• [Instructions for the task]:
Whenever a line in the entries includes the word "grid", copy that line out.

Collection entries
== Segment start ==

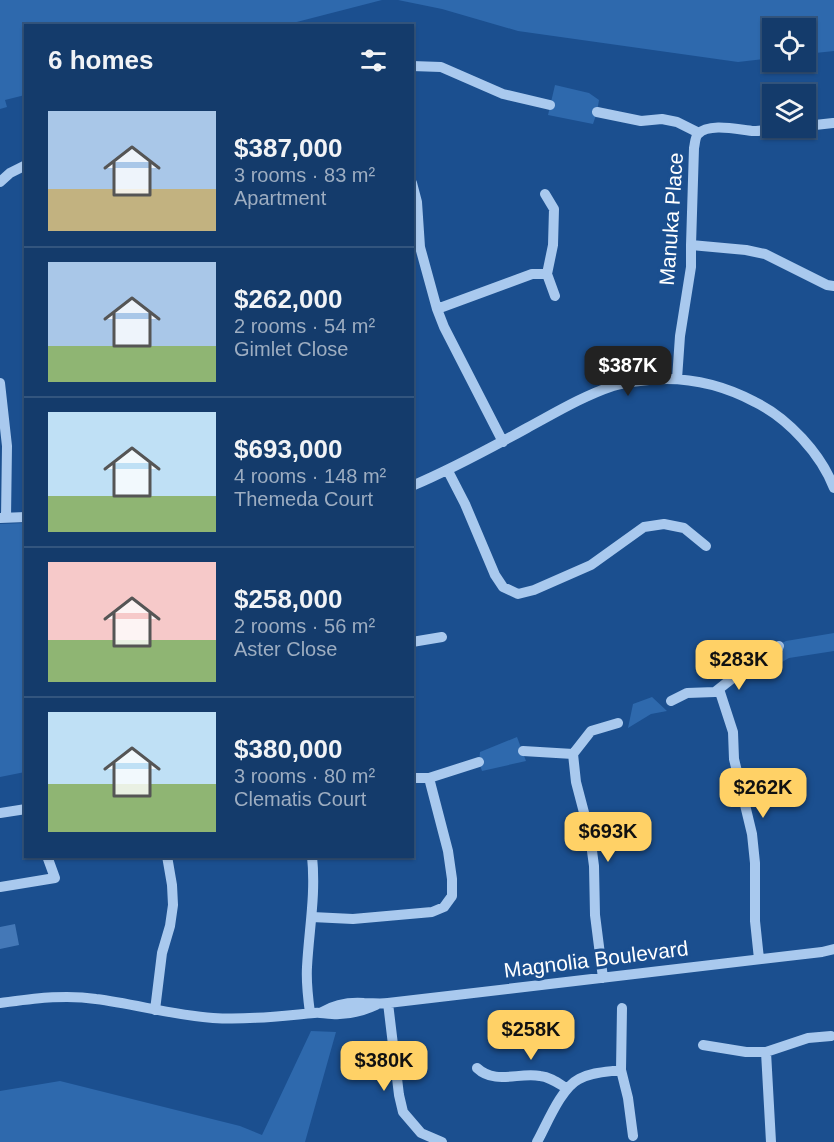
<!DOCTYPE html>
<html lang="en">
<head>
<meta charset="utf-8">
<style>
	:root { --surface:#143b6b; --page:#1d4271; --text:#f1f3f6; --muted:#9dadc1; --line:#33557e; --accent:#ffd166 }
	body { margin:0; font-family:Arial,sans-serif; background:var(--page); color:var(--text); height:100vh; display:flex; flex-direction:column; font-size:22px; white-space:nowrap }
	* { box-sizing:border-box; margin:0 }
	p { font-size:20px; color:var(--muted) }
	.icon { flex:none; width:33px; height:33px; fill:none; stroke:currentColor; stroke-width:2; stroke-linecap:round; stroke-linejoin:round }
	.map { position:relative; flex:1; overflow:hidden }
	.details { position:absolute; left:24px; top:24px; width:390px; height:834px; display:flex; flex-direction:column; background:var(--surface); border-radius:0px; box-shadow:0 2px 4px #0004,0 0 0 2px var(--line) }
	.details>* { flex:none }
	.tools { position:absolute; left:762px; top:18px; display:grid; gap:12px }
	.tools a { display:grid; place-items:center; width:54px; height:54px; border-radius:0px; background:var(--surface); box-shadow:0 2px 4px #0004,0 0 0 2px var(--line); font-size:30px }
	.price { position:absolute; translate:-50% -51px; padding:0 14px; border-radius:12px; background:var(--accent); color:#111; font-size:20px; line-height:39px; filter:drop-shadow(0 2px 3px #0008) }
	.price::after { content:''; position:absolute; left:50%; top:36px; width:18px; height:14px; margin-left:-9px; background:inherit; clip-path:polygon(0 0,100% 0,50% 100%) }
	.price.on { background:#222; color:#fff }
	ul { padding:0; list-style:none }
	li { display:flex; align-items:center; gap:18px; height:150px; padding:0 24px }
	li+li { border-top:2px solid var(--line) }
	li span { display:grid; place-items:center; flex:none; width:168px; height:120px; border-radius:0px; color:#555 }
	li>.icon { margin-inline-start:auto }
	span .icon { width:72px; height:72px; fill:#fffc; stroke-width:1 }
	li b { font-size:26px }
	h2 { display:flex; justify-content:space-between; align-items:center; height:72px; padding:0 24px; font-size:26px }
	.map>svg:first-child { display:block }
	.green { fill:#2e69ad }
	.building { fill:#4478b7 }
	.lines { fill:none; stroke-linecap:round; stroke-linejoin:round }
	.minor { stroke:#a9c9ee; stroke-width:10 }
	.labels { text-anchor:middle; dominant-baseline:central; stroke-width:6; stroke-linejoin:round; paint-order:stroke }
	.street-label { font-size:21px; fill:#fff; stroke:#1b4f8f }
</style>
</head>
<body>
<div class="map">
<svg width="834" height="1142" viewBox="0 0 834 1142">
	<rect width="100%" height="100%" fill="#1b4f8f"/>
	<path class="green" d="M0,0H382L285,25L26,26L25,95L5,100L7,107L0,109Z
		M398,0H834V51L806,54V28H772V58L738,62L518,31L442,9Z
		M555,85L589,93L599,100L597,112L593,124L548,115Z
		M25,523V772L0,777V524Z
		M834,633V651L789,658L782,662L780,644L786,641Z
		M652,697L667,711L651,714L628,728L633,704Z
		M517,737L526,761L482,771L479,762L480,752Z
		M311,1031L336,1032L305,1142H0V1091L60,1081L240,1126L262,1135Z"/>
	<path class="building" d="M15,924L19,945L0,949V927Z"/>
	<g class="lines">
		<path class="minor" d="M412,66L441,67L503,94L550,105
			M597,112L641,121L662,119L677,122L699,133
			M806,126L833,123
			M0,182L10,173L26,165
			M412,183L417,202L420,247L437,309L444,327L503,442
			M691,245L746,250L765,254L827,285L834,286
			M547,274L555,296
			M437,309L532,274H547L553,245L554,209L545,194
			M677,379L680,336L691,267V245L694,148C695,144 695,137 698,134C709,122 740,130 754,131C763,131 773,128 782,128
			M0,383L7,446L6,518
			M448,471L465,504L495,575L503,587L518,594L534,590L591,565L644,527L664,524L684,528L706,546
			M412,486C452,469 489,449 527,428C555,413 583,396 613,386C622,383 631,382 640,381C681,375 719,383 755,402C788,418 821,454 834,488
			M0,518L26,517
			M412,642L442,637
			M719,689L733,732L734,759L752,834L755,863V921L759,959
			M671,701L687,693L715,692L739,673L774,657L779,646
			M523,751L573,754L591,731L618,723
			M573,754L576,782L587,824L592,851L594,866L595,915L603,978
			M412,778H429L479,762
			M0,813L26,809
			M0,887L55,878L47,856
			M312,917L353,919L432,912L444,907L452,896V879L448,851L429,778
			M0,1003C32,999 64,994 96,999C135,1004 173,1015 213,1018C247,1020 280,1016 314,1013C320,1012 325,1014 332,1014C347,1015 363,1011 376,1005
			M388,1003L399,1095L403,1112L421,1133L442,1142
			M622,1008L621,1070L628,1098L633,1136
			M155,1010L162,953L170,926L173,905L172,885L167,856
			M322,1012C334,1005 350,1002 364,1003C373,1003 380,1004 388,1003L822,952L834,949
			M310,1013C308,998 306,983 307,967C309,929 316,895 312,856
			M703,1045L746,1052H766L808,1038L831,1036
			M766,1052L771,1142
			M477,1068C495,1085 519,1072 540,1076C550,1077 558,1083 566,1088
			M537,1142C547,1124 561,1088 579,1079C592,1072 607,1072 621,1070"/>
	</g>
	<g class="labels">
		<g class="street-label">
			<text transform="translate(671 219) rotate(-86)">Manuka Place</text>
			<text transform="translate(596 959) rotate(-7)">Magnolia Boulevard</text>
		</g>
	</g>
</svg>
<div class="tools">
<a><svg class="icon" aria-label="locate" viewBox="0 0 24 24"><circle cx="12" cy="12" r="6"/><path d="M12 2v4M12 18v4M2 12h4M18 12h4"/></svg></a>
<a><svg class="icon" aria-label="layers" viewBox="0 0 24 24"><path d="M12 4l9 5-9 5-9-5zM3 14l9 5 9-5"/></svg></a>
</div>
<b class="price on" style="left:628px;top:397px">$387K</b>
<b class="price" style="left:739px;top:691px">$283K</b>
<b class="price" style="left:763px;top:819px">$262K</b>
<b class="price" style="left:608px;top:863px">$693K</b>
<b class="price" style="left:531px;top:1061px">$258K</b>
<b class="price" style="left:384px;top:1092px">$380K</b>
<section class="details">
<h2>6 homes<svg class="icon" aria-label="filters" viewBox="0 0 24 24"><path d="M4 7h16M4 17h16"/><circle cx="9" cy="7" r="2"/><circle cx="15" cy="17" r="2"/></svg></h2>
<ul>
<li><span style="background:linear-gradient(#a9c7e8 65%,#c2b280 0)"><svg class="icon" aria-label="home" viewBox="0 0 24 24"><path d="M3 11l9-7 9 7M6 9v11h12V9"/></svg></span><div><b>$387,000</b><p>3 rooms · 83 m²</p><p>Apartment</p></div></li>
<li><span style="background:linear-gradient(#a9c7e8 70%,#8fb573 0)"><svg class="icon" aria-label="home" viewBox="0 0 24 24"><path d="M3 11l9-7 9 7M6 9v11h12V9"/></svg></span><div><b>$262,000</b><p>2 rooms · 54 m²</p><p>Gimlet Close</p></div></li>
<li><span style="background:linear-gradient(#bfe0f5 70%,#8fb573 0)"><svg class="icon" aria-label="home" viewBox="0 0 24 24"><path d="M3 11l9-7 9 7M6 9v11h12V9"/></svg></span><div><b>$693,000</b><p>4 rooms · 148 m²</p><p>Themeda Court</p></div></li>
<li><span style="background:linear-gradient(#f6c9c9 65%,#8fb573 0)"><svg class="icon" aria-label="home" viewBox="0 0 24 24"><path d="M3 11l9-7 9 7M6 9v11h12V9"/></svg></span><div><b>$258,000</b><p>2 rooms · 56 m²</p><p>Aster Close</p></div></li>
<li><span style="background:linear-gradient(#bfe0f5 60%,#8fb573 0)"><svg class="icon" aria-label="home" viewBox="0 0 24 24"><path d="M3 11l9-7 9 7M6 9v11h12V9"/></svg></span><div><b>$380,000</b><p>3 rooms · 80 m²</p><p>Clematis Court</p></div></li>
</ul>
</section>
</div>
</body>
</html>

== Segment end ==

• [Output]:
	.tools { position:absolute; left:762px; top:18px; display:grid; gap:12px }
	.tools a { display:grid; place-items:center; width:54px; height:54px; border-radius:0px; background:var(--surface); box-shadow:0 2px 4px #0004,0 0 0 2px var(--line); font-size:30px }
	li span { display:grid; place-items:center; flex:none; width:168px; height:120px; border-radius:0px; color:#555 }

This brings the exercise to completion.